Para a política nacional, o impacto é mais profundo. Apoiadores de Trump prometem usar o episódio em campanhas legislativas, apontando o que chamam de “apagamento cultural” promovido por democratas e parte do establishment de Washington. Críticos do ex-presidente veem oportunidade de reavaliar, caso a caso, quem recebe homenagens oficiais em estruturas mantidas com dinheiro público. Grupos de direitos civis já mapeiam, em relatórios divulgados desde 2024, ao menos 150 espaços federais que citam figuras associadas a violações de direitos humanos ou condutas antiéticas.

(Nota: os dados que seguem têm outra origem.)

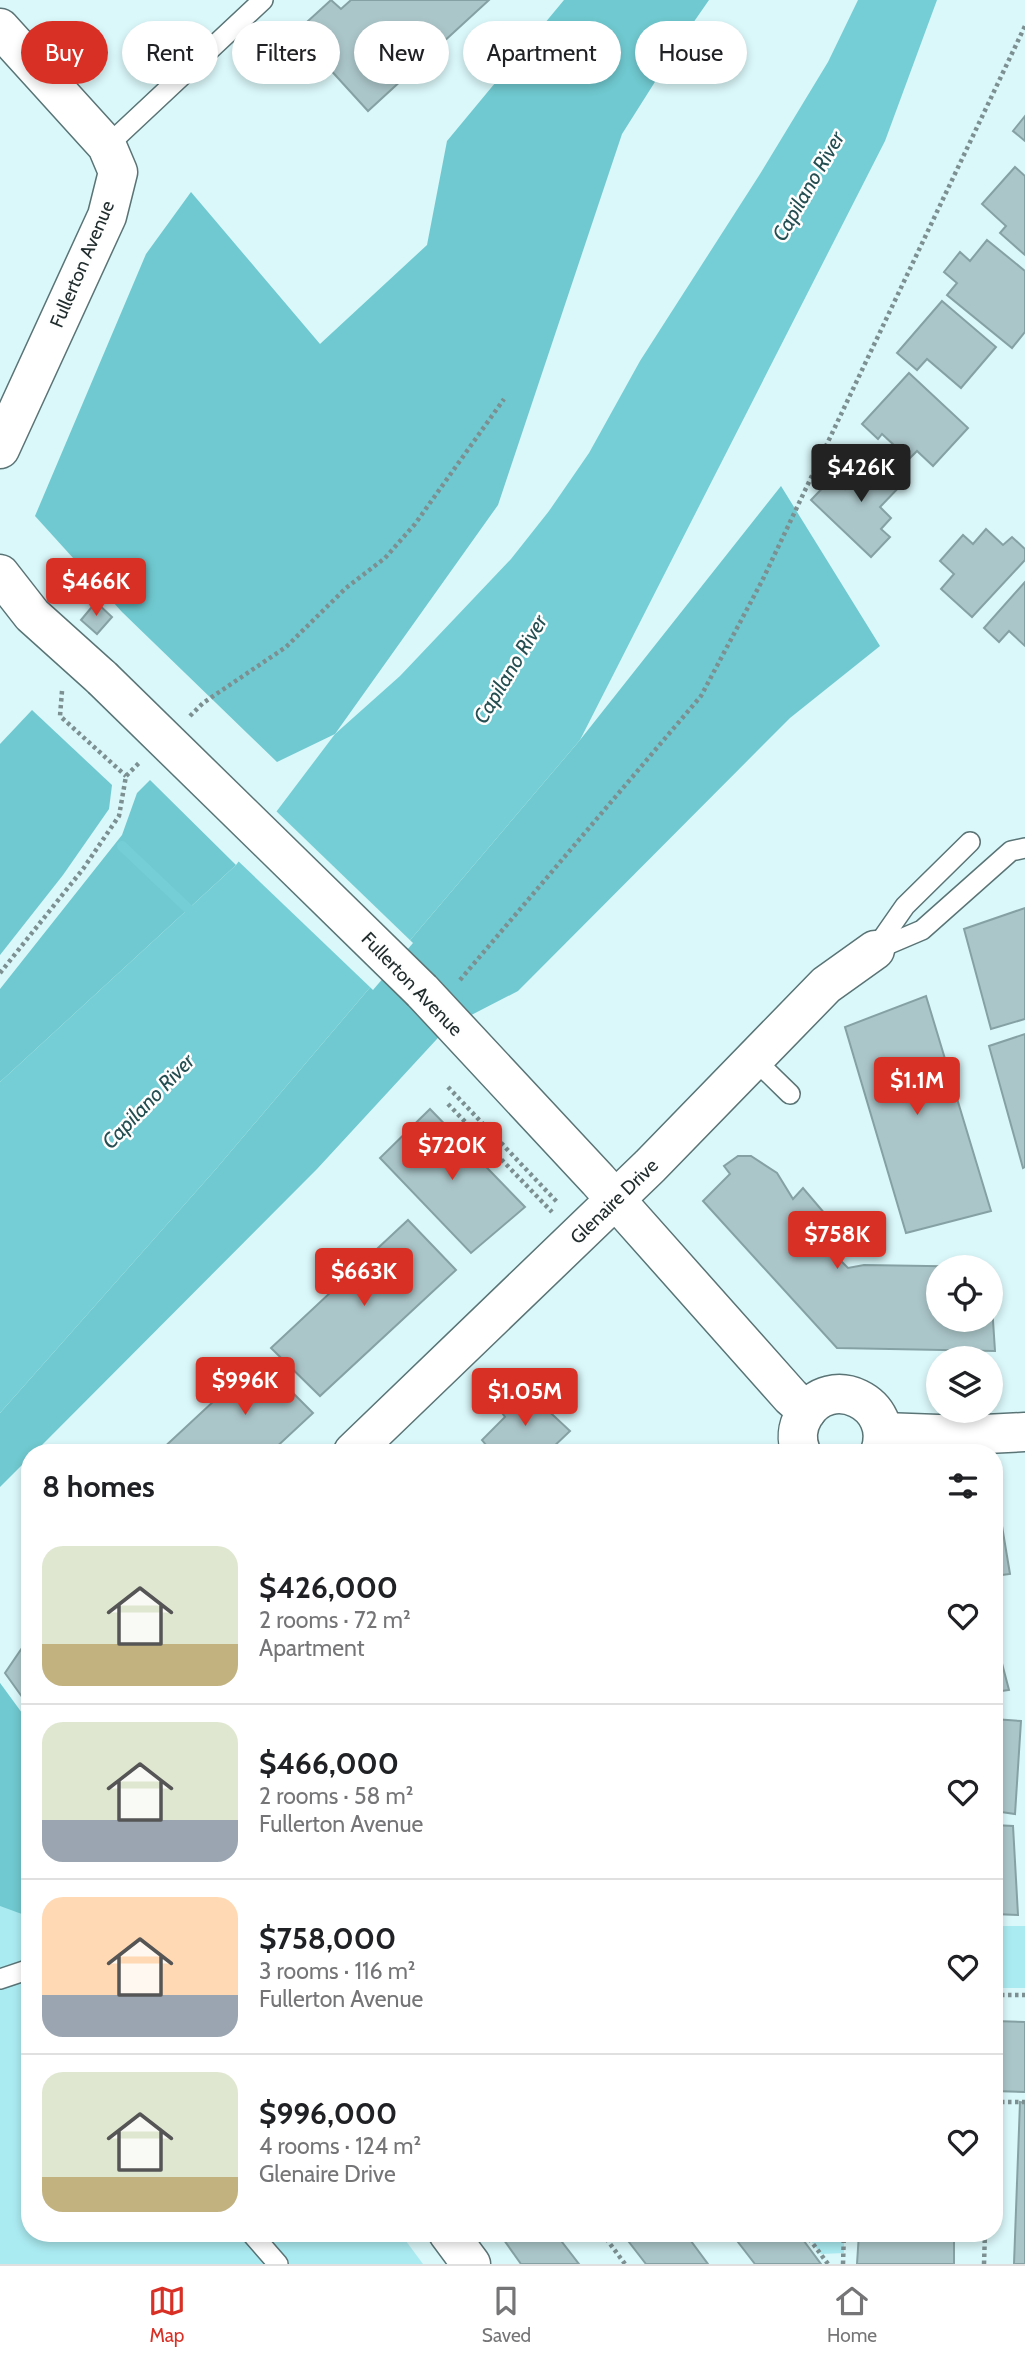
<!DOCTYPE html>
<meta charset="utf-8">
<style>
body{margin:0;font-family:Cabin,sans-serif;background:#f2f2f2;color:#202124;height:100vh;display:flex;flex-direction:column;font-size:26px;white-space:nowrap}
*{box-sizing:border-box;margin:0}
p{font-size:23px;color:#757577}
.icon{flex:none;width:38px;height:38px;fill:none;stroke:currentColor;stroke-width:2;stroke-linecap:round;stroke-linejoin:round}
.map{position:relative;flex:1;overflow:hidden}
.panel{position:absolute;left:21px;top:1444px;width:982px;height:798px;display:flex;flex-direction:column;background:#fff;border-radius:28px;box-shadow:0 4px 10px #0003}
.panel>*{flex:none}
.banner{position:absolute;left:21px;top:21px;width:984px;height:63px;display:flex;gap:14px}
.fabs{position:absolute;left:926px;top:1255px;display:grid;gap:14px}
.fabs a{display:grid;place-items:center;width:77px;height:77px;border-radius:50%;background:#fff;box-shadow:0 4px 10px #0003;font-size:35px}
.price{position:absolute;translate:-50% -60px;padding:0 16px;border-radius:7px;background:#d93025;color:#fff;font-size:23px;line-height:46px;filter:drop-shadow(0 2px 4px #0008)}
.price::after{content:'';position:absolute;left:50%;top:42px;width:21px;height:16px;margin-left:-10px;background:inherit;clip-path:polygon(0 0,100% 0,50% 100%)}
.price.current{background:#222;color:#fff}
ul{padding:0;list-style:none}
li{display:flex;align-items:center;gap:21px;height:175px;padding:0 21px}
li+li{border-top:2px solid #e0e0e0}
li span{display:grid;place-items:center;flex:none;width:196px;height:140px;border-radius:21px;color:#555}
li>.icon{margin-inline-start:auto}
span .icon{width:84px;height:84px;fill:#fffc;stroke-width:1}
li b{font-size:30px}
h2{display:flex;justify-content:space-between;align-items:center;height:84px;padding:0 21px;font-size:30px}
.tag{padding:0 24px;border-radius:32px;background:#fff;box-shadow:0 4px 10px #0003;font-size:24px;line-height:63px}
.tag.current{background:#d93025;color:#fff}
.menu{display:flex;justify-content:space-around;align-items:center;height:98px;border-top:2px solid #e0e0e0;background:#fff;font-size:19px;color:#757577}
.menu a{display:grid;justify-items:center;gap:4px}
.menu .current{color:#d93025}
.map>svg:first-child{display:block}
</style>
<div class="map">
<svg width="1025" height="2264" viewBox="0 0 1025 2264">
<rect width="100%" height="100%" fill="#daf7f9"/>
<g fill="#aaebf1">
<polygon points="0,1683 30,1724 30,2233 400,2233 423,2264 0,2264"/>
<rect x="994" y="1926" width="31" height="62"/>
<polygon points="805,2233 844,2233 844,2253 821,2254"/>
</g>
<g fill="#70c9d0">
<polygon points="564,0 709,0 684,36 622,134 498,505 335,734 277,762 122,612 35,516 146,254 191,192 320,344 427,245 447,141"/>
<polygon points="781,486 880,646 790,718 518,991 448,1027 317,1169 35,1452 30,1452 30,1457 0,1487 0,1413 216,1169 580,740"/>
<polygon points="32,710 112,785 109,809 63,875 0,955 0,744"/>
<polygon points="150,780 236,865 0,1082 0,989 122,835 137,793"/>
<polygon points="0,1683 30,1724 30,1917 0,1906"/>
</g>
<polygon fill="#75ced5" points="858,0 937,0 885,141 580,740 216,1169 0,1413 0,1082 236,865 335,734 400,676 511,559 549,511 589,453 640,361 760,174 828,62"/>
<polygon fill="#daf7f9" points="274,809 413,943 373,990 236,859"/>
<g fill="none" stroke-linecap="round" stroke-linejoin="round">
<polyline stroke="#75ced5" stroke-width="10" points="122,846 199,919"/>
</g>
<g fill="#abc6c9" stroke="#86a1a3" stroke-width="2">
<polygon points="331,0 341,9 351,0 489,0 368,111 296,32"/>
<polygon points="1025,116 1025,141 1013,131"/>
<polygon points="1015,167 1025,176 1025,255 1000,233 1006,226 982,204"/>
<polygon points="987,240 1025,271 1025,332 1012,348 947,295 957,283 944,272 960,252 970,261"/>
<polygon points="942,301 996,347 961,388 927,359 917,370 897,353"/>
<polygon points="909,373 968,428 933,466 917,451 909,459 882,434 878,439 862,424"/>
<polygon points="877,455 904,482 880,507 891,518 881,529 890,537 871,557 811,500 833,477 845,489"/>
<polygon points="986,529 1003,545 1012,537 1025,549 1025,560 972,617 941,589 954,574 940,561 963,535 973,544"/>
<polygon points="1025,582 1025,646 1009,631 999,642 984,628"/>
<polygon points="96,602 112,617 97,634 81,620"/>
<polygon points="1025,908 1025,1019 991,1029 964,929"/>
<polygon points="926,996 991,1211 906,1233 845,1027"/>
<polygon points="1025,1034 1025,1167 1023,1168 989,1046"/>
<polygon points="430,1109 525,1207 471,1253 380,1158"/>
<polygon points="738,1156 751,1156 777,1173 793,1199 803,1188 848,1241 834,1254 848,1268 864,1265 990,1267 938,1267 938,1320 990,1320 990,1275 995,1351 837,1348 703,1201 730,1174 724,1166"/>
<polygon points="408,1220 456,1270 320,1396 271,1348"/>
<polygon points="259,1359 313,1413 271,1452 159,1452"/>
<polygon points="523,1387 570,1431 548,1452 480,1452 486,1445 482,1440 505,1417 500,1410"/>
<polygon points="1000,1514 1010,1574 994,1576 994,1515"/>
<polygon points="994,1633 1009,1690 994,1692"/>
<polygon points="22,1648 30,1654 30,1708 5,1673"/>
<polygon points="994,1719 1021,1721 1015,1814 994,1811"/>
<polygon points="994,1825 1013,1826 1018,1915 994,1914"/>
<polygon points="994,2021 1025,2022 1025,2092 994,2091"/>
<polygon points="1020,2102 1025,2103 1025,2264 1014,2264"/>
<polygon points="499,2233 555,2233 579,2264 521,2264"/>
<polygon points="622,2233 685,2233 708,2264 646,2264"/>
<polygon points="731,2233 798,2233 821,2264 755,2264"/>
<polygon points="859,2233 954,2233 954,2264 857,2264"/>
</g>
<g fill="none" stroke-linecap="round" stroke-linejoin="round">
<defs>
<g id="service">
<polyline points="107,146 263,0"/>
<polyline points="875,949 905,906 970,842"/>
<polyline points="875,950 922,930 1011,851 1025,848"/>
<polyline points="754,1059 790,1094"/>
<polyline points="0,1979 30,1969"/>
<polyline points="251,2233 278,2264"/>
</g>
<g id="minor">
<polyline points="0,28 107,146 118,172 107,216 0,449"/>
<polyline points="0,574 32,615 102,678"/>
<polyline points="422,991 598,1180 791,1397 807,1411"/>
<polyline points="883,1432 966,1435 1025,1432"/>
<path id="s1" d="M 353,1452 L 650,1166 L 826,985 L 875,950"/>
<path d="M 801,1452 C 796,1440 797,1427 804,1415 C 830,1371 897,1403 880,1452"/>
<polyline points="448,2233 471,2264"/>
</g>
</defs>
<use href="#service" stroke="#5a7476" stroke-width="22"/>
<use href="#minor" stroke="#5a7476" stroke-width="41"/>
<g stroke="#7c8f91" stroke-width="4.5" stroke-dasharray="3.5 3.5" stroke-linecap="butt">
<polyline points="62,691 60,716 126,776"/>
<polyline points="190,716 203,703 286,647 346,588 385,558 415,524 504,399"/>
<polyline points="0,973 83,869 119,816 126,776 140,762"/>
<polyline points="460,980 701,696 763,579 1025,26"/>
<polyline points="448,1087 558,1203"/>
<polyline points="448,1104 552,1212"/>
<polyline points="994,1995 1025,1995"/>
<polyline points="994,2102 1025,2102"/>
<polyline points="602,2233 625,2264"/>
<polyline points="805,2233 828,2264"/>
<polyline points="843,2264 844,2233"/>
<polyline points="984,2264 985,2233"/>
</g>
<use href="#service" stroke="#fff" stroke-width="19"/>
<use href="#minor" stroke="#fff" stroke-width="38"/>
<defs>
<polyline id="minor-bridge" points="102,678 422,991"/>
</defs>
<use href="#minor-bridge" stroke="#5a7476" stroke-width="41" stroke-linecap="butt"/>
<use href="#minor-bridge" stroke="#fff" stroke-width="38"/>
</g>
<g text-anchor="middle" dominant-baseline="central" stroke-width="5" stroke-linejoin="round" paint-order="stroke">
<g font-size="19" fill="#222d2e" stroke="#fefefe">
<text transform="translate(82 264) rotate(-67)">Fullerton Avenue</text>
<text transform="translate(412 984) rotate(46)">Fullerton Avenue</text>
<text stroke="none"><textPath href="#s1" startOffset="362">Glenaire Drive</textPath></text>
</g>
<g font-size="21" font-style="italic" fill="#244e51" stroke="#fefefe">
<text transform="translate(808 186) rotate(-60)">Capilano River</text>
<text transform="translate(510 669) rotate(-59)">Capilano River</text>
<text transform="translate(148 1101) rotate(-46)">Capilano River</text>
</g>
</g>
</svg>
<div class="fabs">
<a><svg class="icon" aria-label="locate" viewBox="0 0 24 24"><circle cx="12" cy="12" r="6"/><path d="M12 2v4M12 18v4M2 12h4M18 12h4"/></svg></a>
<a><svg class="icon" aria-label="layers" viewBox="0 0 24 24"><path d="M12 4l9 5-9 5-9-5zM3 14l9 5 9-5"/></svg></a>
</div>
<b class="price current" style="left:861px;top:504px">$426K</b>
<b class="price" style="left:96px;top:618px">$466K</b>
<b class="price" style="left:917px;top:1117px">$1.1M</b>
<b class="price" style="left:452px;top:1182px">$720K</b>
<b class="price" style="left:837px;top:1271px">$758K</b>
<b class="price" style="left:364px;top:1308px">$663K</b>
<b class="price" style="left:245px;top:1417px">$996K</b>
<b class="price" style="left:525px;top:1428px">$1.05M</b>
<div class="banner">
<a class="tag current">Buy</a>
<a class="tag">Rent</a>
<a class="tag">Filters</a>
<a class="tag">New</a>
<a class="tag">Apartment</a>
<a class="tag">House</a>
</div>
<section class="panel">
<h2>8 homes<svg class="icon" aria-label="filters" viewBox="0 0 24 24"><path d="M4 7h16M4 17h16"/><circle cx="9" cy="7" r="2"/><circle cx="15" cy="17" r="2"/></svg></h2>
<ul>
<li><span style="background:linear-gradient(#dfe7d0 70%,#c2b280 0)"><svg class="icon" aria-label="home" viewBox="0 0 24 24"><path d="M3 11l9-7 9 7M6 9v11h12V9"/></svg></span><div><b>$426,000</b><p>2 rooms · 72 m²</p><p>Apartment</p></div><svg class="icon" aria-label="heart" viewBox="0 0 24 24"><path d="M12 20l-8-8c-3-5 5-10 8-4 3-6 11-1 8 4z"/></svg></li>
<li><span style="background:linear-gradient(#dfe7d0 70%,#9aa5b1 0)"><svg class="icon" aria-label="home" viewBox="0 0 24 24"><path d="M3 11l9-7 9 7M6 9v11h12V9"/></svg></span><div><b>$466,000</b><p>2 rooms · 58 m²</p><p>Fullerton Avenue</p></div><svg class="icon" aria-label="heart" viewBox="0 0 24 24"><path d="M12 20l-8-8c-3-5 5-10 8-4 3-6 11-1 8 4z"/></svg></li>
<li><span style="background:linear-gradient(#ffd9b3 70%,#9aa5b1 0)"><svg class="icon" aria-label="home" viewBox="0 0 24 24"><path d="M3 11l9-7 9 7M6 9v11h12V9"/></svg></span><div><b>$758,000</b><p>3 rooms · 116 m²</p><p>Fullerton Avenue</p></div><svg class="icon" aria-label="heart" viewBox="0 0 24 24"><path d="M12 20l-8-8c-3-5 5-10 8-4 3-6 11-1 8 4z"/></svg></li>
<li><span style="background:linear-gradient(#dfe7d0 75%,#c2b280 0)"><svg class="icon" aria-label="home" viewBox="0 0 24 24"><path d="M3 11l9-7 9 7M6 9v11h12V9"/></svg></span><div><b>$996,000</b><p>4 rooms · 124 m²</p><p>Glenaire Drive</p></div><svg class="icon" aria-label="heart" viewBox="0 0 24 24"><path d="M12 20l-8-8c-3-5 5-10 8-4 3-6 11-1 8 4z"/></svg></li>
</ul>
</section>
</div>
<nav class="menu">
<a class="current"><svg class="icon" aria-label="map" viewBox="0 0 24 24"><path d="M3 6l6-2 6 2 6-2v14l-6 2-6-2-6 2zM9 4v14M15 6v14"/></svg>Map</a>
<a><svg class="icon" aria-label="saved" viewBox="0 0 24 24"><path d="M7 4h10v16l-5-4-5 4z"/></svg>Saved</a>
<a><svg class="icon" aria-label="home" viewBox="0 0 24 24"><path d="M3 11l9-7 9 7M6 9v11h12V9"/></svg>Home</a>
</nav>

A continuidade da remoção do nome de Trump do Centro Kennedy depende da aprovação formal do Congresso, etapa que pode se arrastar por meses. Mesmo que parlamentares confirmem a mudança, aliados do ex-presidente indicam que vão recorrer novamente à Justiça, alegando quebra de contratos e discriminação política. O imbróglio tende a alimentar disputas em outros conselhos diretores e fundações, que hoje equilibram, em planilhas e placas, a necessidade de captar grandes doações e a cobrança pública por coerência ética.
Enquanto parafusos caem no chão de mármore na madrugada silenciosa em Washington, a pergunta que fica não se resume ao nome na fachada. A tensão em torno do Centro Kennedy expõe um dilema central da democracia americana em 2026: quem decide, em última instância, quais personagens merecem lugar permanente na paisagem pública do país.